Os Secos & Molhados nasceram através do líder João Ricardo, principal compositor da banda, em setembro de 1970. No ano seguinte, em abril, a banda ganha dois novos integrantes: Antonio Carlos (Pitoco) e Fred. Pitoco tocava violão de 12 cordas e harmônica de boca, enquanto Fred, uma viola de 10 cordas e percussão.

Inspirados em Vinícius de Moraes, Cassiano Ricardo e Fernando Pessoa, o grupo faz um temporada no Kurtisso Negro, no bairro do Bexiga, em São Paulo, e logo atraem uma multidão interessada em coisas novas. Uma das primeiras fãs seria Luli, com quem João Ricardo escreveria alguns dos maiores sucessos da banda, como "O Vira" e "Fala".

Mas Pitoco e Fred logo desistem do grupo e João Ricardo sai à caça de um vocalista. Acaba conhecendo Ney de Souza Pereira, futuro Matogrosso, que entra pro grupo, embora morasse no Rio de Janeiro. Alguns meses depois, Ney muda-se para São Paulo, entrando de forma definitiva pro Secos & Molhados, no mês de novembro.
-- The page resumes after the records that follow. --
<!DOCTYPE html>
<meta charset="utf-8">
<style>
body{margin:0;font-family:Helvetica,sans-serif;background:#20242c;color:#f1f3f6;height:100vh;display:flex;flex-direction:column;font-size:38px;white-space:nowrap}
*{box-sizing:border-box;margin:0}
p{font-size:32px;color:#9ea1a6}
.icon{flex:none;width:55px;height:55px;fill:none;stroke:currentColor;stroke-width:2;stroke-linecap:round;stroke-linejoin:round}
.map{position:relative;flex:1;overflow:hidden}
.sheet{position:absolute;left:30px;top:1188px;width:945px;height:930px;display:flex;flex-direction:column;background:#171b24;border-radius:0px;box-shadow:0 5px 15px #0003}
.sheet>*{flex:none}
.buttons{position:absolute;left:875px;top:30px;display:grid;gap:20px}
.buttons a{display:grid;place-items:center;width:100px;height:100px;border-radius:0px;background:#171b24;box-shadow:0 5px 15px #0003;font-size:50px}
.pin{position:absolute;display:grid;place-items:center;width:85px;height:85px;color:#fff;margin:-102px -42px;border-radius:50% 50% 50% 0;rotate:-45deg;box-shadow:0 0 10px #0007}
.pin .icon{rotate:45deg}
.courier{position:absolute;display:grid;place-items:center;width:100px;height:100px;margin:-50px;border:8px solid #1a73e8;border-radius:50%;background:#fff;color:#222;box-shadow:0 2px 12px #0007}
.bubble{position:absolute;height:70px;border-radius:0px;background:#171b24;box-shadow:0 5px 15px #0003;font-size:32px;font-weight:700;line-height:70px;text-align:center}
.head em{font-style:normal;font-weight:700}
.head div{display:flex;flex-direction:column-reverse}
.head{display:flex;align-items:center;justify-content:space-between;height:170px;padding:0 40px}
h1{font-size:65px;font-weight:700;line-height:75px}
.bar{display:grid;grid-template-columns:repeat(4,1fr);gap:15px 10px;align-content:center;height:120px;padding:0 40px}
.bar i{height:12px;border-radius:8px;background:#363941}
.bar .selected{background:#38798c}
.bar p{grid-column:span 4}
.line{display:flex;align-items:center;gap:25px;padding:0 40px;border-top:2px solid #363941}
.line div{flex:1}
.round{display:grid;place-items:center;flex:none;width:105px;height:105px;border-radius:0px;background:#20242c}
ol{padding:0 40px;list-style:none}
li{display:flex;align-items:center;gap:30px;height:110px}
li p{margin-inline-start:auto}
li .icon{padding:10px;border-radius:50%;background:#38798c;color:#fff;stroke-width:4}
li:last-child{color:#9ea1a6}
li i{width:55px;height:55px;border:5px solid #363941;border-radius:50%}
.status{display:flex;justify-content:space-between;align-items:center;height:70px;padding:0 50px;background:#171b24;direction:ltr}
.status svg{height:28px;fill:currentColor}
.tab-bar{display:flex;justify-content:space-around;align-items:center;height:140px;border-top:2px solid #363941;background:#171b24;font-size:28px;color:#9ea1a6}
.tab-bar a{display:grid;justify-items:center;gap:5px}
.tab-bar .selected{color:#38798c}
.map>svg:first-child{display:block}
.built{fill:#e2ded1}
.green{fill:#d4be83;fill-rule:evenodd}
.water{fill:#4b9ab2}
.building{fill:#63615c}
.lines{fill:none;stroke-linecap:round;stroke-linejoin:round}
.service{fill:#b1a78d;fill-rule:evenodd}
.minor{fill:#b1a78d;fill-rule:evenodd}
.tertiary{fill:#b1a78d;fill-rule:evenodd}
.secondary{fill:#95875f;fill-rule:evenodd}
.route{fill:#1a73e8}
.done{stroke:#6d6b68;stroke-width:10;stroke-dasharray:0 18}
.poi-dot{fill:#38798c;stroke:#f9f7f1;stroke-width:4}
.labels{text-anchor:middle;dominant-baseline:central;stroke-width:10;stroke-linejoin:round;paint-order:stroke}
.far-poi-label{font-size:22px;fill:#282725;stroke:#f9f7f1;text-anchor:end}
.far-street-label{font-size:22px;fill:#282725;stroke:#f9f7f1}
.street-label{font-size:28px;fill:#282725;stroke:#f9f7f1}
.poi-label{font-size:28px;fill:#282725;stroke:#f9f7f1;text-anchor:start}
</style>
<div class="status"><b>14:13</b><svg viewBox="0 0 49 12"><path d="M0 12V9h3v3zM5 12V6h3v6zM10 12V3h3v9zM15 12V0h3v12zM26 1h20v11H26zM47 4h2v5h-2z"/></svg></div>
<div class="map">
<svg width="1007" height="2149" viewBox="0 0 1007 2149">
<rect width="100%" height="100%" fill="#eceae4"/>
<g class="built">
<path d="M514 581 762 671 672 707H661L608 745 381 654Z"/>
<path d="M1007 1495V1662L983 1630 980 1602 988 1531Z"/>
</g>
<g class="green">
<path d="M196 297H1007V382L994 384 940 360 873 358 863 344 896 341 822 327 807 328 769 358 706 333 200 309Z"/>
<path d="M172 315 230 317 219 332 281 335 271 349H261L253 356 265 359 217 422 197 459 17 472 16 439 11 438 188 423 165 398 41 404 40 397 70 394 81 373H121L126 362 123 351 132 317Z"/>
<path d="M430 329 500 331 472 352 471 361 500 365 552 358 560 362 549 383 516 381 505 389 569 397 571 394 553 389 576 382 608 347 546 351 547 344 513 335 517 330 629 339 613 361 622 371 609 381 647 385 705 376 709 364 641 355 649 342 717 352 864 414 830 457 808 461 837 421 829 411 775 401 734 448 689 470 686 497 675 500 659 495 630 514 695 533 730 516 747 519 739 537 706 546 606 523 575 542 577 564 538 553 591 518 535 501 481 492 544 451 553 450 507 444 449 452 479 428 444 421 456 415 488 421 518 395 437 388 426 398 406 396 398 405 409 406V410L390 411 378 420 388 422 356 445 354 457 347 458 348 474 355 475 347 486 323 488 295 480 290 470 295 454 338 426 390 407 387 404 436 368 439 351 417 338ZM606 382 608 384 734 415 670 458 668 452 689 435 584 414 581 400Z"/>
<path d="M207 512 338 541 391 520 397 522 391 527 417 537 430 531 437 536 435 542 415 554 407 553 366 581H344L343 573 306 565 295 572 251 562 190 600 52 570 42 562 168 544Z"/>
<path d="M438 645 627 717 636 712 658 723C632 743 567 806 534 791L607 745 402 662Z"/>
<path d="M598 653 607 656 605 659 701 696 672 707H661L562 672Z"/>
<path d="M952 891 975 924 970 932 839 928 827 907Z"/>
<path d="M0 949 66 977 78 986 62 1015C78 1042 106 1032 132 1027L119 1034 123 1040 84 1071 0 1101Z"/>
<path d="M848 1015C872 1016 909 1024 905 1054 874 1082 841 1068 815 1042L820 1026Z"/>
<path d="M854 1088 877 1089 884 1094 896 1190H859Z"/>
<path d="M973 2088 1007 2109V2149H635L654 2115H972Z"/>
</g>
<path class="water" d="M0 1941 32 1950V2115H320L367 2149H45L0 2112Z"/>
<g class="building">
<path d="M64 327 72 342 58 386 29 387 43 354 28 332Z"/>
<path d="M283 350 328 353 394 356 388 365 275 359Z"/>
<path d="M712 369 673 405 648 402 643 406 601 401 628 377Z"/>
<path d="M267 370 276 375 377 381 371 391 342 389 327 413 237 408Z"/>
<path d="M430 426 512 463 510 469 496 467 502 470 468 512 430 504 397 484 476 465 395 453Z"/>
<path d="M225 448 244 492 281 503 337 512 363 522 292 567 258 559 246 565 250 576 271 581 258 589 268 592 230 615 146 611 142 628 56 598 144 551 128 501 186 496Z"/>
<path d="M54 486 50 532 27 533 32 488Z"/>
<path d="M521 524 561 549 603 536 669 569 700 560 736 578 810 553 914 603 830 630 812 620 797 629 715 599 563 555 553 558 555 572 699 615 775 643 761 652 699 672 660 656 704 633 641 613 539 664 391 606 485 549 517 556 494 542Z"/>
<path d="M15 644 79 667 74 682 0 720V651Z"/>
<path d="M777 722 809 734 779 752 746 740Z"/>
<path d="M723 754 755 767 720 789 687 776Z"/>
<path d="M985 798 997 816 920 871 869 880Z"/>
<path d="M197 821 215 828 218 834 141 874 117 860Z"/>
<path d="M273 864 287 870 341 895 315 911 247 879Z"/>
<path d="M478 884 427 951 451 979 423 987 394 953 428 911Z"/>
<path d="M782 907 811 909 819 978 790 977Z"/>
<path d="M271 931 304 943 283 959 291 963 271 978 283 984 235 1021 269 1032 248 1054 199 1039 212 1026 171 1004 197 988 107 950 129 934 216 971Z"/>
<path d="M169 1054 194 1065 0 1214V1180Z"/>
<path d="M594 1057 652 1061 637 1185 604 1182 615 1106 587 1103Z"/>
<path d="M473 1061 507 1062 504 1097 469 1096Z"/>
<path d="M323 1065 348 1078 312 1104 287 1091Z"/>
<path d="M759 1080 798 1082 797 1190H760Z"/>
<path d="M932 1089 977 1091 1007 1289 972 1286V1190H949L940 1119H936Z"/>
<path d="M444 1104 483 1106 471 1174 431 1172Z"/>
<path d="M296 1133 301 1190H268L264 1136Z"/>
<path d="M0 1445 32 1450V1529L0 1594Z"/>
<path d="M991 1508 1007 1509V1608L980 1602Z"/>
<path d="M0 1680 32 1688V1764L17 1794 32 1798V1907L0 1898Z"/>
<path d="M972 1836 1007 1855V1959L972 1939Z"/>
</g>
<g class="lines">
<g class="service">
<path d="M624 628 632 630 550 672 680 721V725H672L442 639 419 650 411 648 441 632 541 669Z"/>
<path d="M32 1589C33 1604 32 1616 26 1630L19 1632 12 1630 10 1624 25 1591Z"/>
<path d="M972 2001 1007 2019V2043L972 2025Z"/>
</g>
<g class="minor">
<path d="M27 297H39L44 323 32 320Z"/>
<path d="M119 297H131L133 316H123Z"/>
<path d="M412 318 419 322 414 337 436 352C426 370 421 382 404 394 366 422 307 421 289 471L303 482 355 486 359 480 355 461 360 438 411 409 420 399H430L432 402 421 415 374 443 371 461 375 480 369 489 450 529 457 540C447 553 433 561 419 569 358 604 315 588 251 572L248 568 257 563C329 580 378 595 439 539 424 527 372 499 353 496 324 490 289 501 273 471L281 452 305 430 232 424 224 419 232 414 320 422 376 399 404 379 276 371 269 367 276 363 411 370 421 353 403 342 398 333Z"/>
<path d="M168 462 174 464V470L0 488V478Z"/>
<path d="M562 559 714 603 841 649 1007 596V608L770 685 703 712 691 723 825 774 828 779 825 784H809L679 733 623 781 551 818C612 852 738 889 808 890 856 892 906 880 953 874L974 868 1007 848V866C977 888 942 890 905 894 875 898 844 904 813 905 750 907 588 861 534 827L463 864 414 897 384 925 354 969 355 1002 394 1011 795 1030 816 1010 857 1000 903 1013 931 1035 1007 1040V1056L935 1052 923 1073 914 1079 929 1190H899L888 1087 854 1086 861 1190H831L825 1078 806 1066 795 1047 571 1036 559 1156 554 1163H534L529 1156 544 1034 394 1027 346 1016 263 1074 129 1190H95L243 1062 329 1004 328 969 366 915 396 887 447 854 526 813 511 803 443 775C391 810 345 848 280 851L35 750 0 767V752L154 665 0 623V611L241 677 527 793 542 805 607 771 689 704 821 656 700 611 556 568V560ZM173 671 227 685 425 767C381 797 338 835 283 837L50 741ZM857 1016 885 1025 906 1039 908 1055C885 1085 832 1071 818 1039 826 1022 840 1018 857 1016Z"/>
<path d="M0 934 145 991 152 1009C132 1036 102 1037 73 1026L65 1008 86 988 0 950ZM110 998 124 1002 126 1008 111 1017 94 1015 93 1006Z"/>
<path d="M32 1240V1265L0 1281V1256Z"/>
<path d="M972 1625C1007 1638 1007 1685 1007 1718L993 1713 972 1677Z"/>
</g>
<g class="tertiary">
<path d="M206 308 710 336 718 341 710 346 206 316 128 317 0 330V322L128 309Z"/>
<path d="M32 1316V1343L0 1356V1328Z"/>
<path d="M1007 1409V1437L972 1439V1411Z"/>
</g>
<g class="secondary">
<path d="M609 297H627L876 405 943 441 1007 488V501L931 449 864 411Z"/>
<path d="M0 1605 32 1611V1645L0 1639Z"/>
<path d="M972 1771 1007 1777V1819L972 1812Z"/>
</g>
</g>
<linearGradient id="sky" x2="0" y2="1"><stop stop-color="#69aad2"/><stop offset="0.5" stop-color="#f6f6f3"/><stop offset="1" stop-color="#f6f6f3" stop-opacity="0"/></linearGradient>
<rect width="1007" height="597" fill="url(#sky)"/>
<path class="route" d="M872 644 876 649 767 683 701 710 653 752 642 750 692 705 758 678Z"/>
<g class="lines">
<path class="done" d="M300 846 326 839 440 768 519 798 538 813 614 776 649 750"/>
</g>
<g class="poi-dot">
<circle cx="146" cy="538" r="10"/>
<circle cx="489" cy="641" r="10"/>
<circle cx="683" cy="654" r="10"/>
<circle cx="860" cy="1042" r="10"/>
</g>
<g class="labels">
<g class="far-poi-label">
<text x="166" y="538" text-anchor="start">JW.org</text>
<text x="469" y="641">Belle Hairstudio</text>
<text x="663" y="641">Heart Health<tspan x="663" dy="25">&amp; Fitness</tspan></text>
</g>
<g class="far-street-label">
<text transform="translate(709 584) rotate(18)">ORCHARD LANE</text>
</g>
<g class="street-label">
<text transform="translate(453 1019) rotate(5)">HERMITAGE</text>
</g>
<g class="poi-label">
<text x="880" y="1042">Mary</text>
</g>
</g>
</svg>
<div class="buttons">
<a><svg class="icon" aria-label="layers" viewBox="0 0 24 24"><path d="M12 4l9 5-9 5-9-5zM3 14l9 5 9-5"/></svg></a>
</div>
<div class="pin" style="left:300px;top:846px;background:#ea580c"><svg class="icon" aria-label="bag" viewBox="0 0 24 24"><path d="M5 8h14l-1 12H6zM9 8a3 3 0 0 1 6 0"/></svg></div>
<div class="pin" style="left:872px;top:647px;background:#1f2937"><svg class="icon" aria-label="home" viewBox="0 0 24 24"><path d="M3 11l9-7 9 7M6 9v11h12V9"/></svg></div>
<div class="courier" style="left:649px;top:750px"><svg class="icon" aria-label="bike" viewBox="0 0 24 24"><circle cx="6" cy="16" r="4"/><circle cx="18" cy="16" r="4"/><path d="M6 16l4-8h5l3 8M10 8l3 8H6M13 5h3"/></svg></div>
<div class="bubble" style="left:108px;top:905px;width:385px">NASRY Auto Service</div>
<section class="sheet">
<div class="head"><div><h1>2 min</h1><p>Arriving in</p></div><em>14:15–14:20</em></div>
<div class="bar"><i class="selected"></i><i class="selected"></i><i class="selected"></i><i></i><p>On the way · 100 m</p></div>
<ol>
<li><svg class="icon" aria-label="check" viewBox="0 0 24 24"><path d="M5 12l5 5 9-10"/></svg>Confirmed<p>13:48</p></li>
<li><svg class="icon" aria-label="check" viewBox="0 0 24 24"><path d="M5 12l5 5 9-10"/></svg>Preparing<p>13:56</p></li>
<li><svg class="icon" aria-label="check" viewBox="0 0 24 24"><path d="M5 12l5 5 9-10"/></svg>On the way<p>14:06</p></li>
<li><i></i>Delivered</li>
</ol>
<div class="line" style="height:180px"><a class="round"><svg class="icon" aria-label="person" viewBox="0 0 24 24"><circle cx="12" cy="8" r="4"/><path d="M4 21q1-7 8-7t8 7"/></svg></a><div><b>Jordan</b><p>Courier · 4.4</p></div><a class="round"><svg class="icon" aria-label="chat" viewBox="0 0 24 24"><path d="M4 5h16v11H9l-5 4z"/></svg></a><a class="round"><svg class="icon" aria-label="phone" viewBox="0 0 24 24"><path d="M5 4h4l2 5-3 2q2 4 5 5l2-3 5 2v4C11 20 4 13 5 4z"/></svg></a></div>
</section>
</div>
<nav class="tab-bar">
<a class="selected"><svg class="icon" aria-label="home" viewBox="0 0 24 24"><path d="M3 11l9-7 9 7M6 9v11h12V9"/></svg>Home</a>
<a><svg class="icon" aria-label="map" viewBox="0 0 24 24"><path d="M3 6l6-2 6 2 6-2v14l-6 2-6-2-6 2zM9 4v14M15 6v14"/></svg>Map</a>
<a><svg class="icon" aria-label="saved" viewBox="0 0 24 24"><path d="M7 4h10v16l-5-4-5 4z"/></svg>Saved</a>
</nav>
No mesmo dia, gravam a música "Vôo", para montagem teatral de Corpo a Corpo, dirigida por Antunes Filho.

Os dois começam a ensaiar e, em janeiro de 1972, fazem ensaios com vários músicos e convidam, somente, o flautista Sérgio Rosadas, o "Gripa" e também Gerson Conrad, vizinho de João. A banda ensaia durante todo o ano, até estrearem no teatro do Meio, do Ruth Escobar, um misto de casa-noturna, bar e restaurante de nome Casa de Badalação & Tédio, onde conseguem um sucesso inesperado.

Em janeiro do ano seguinte, recebem um convite para gravarem no Rio, através do jornalista Moracy do Val. Saem procurando músicos para a empreitada.

Ficam dois meses na capital fluminense, enquanto não recebem sinal da gravadora Continental para entrarem em estúdio.

Finalmente, montam uma banda composta de Gripa (flauta), John (guitarra), Willy (baixo) e Marcelo (bateria) e ensaiam durante os meses de março, abril e maio, quando começam as gravações, no dia 23.

As músicas são finalizadas em quinze dias. Entregam o master para a Continental, enquanto começam a trabalhar na confecção da capa.

No dia 6 de agosto, fazem o primeiro show de divulgação do LP, no Teatro Aquarius, em São Paulo. Chamam a atenção pelo visual, com rostos pintados, muita produção.

O LP logo se torna um sucesso comercial espantoso, vendendo mais de 300 mil cópias em dois meses, e, em pouco tempo, passam a casa do milhão de cópias. E não é por menos.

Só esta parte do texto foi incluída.